Relationship Status: just tried to pet my dog and he turned his head so I pretended I was reaching for a leaf that was next to him
if you hold a crab up to your ear you can hear what it’s like to get attacked by a crab
[first date]
Him: I love Asian girls
Me: [trying to act all Asian]
*smiles
*starts sweating
*attempts to pick up chopsticks
*fumbles
*chopstick goes flying
*stabs him in the eyeHim: No, not like that
Just watched a guy smell his debit card….I have some questions.
(Arrives at Topgolf bay for date night)
Wife: have you registered here before?
Matrix: idk, put my email in.
(“Osama bin Golfin” pops up on the screen)
For sale: 1 brain, only dropped once, OW, dammit, ok twice
Who needs whips and chains? Christian should have had Ana read Fifty Shades of Grey if he wanted to torture her.
Adam: hey this is amazing we’re the first people ever, can you belEVE it lol
Eve: oh right, you like puns
Adam: have you EDEN dinner yet lmao
Eve: think I’m gonna go talk to this shady looking snake
I’m a champion of grammar;
A grampion, if you will.
Leia: You owe child support.
Han: What? I’m in hyperspace.
Leia: You’re standing right here
Han: *makes hyperdrive noises with his mouth*
There are hospitals for the criminally insane. And then there are parliaments for the insanely criminal.

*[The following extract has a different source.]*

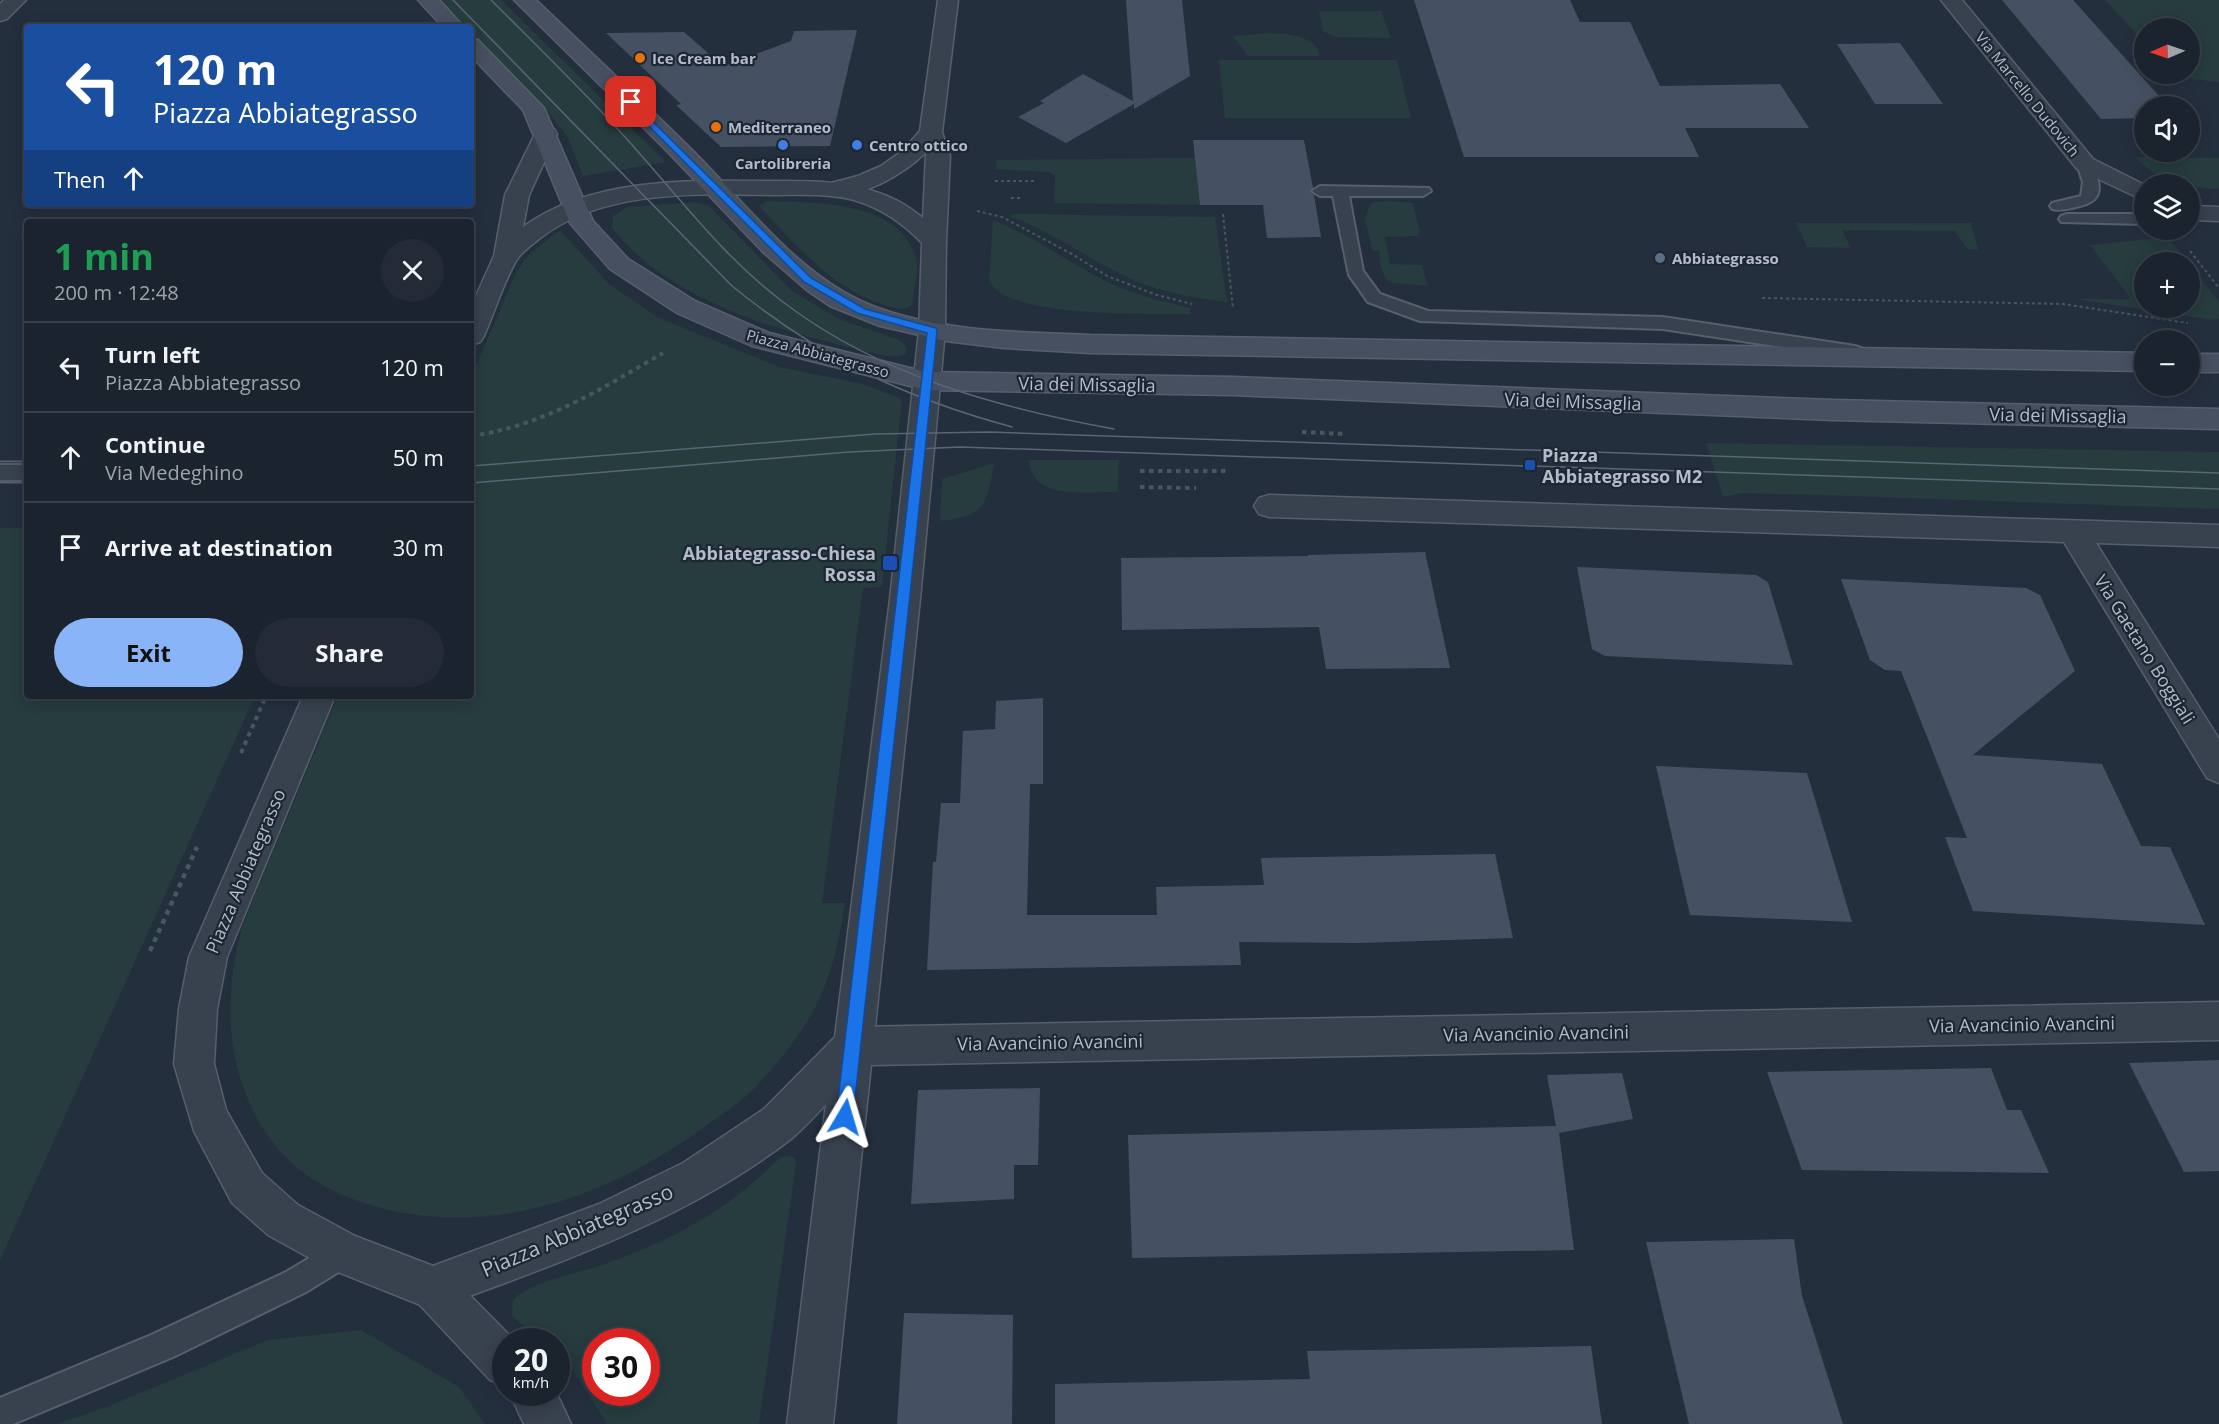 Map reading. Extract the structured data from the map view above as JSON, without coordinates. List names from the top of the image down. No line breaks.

Her skin was like porcelain. Toiletface, they called her.
Interviewer: Where do you see yourself in five years?
Me: I’d say listening is my biggest weakness.
Once I spilled an ENTIRE cup of coffee in a cab and the driver started freaking out, but miraculously, it all landed in a cup holder, and I soaked it up with a sock. When we arrived, the cab driver got out to see zero spilled coffee in his cab and looked at me like a magician.
My husband accidentally locked himself out of the house, and I didn’t hear him knocking until I finished eating the rest of his cheesecake. So weird.
Siri just told me that traffic is light and I can make it home in 7 minutes. I am home. Where tf does she think we’re at right now.
Call me old fashioned, but that’s not my name and I absolutely will not respond to it.